The flow divider main body 95 has, in the bottom surface 952, a plurality of (11 in the drawing) second openings 95b through which the first thin tubes 93 and/or the second thin tube 94 are to be inserted. The second openings 95b (corresponding to “second insertion ports” in the claims) are respectively provided for the first thin tubes 93 and second thin tube 94 in a one-to-one relation. Each of the second openings 95b receives a corresponding one of the thin tubes inserted thereto. In one or more embodiments, the second openings 95b are provided in the bottom surface 952 and are annularly arranged spaced from each other. The first opening 95a and the second openings 95b individually communicate with the main body internal space SP3 (see FIG. 22).

In the installation state, the flow divider main body 95 is disposed such that a height position of a portion where the main body internal space SP3 and the first thin tube 93 communicate with each other is equal to or lower than a height position of an upper end of a lowermost one of the second header internal spaces SP1 (see FIGS. 27 and 31).

FIG. 27 is an enlarged view showing the surroundings of the flow divider main body 95, viewed in the horizontal direction. FIG. 28 is an enlarged view showing the state in FIG. 27, viewed in a different direction from FIG. 27.

In the flow divider 90, the inflow/outflow pipe 91 extends upward from the top surface of the flow divider main body 95 (see FIG. 27). In other words, the inflow/outflow pipe 91 is connected to the flow divider main body 95 so as to extend upward from the main body internal space SP3 in the installation state (see FIG. 22).
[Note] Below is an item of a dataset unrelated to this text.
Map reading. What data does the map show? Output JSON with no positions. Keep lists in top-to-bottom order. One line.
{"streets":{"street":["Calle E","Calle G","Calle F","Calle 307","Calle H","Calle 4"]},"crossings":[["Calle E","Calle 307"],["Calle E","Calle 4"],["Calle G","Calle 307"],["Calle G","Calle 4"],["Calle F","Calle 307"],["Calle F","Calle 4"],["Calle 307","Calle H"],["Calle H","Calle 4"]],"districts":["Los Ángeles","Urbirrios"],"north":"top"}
In the flow divider 90, the first thin tubes 93 extend downward from the bottom surface of the flow divider main body 95 (see FIGS. 27 and 28). In other words, the first thin tubes 93 are connected to the flow divider main body 95 so as to extend downward from the main body internal space SP3 in the installation state. Specifically, the first thin tubes 93 have portions extending downward from the main body internal space SP3, which are followed by portions curved to extend upward toward their corresponding second header internal spaces SP1. More specifically, in one or more embodiments, a half or more of the first thin tubes 93 (nine first thin tubes 93 in the drawing) are upwardly curving tubes 93a (see FIGS. 27 and 28). The upwardly curving tubes 93a have portions extending downward from the main body internal space SP3, which are followed by portions being curved while protruding downward to change their extending directions upward, which are further followed by portions extending upward while being adjacent to but spaced from the flow divider main body 95. That is, each upwardly curving tube 93a has at least two curved portions (a curved portion where the tube extending downward makes a turn to extend upward and a curved portion where the tube extending upward is curved toward the second header internal space SP1).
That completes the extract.